(Stored data)
● ● ● ●
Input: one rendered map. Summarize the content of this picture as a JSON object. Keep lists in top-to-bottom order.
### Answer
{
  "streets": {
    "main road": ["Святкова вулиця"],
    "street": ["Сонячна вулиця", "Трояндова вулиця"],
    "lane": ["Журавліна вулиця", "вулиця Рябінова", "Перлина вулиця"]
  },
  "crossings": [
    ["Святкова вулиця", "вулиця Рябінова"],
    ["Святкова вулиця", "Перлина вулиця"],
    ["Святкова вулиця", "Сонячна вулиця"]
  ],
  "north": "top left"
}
● ● ● ●
WORK ORDER:
Type out each entry above again, exactly.

SOLUTION:
Input: one rendered map. Summarize the content of this picture as a JSON object. Keep lists in top-to-bottom order.
### Answer
{
  "streets": {
    "main road": ["Святкова вулиця"],
    "street": ["Сонячна вулиця", "Трояндова вулиця"],
    "lane": ["Журавліна вулиця", "вулиця Рябінова", "Перлина вулиця"]
  },
  "crossings": [
    ["Святкова вулиця", "вулиця Рябінова"],
    ["Святкова вулиця", "Перлина вулиця"],
    ["Святкова вулиця", "Сонячна вулиця"]
  ],
  "north": "top left"
}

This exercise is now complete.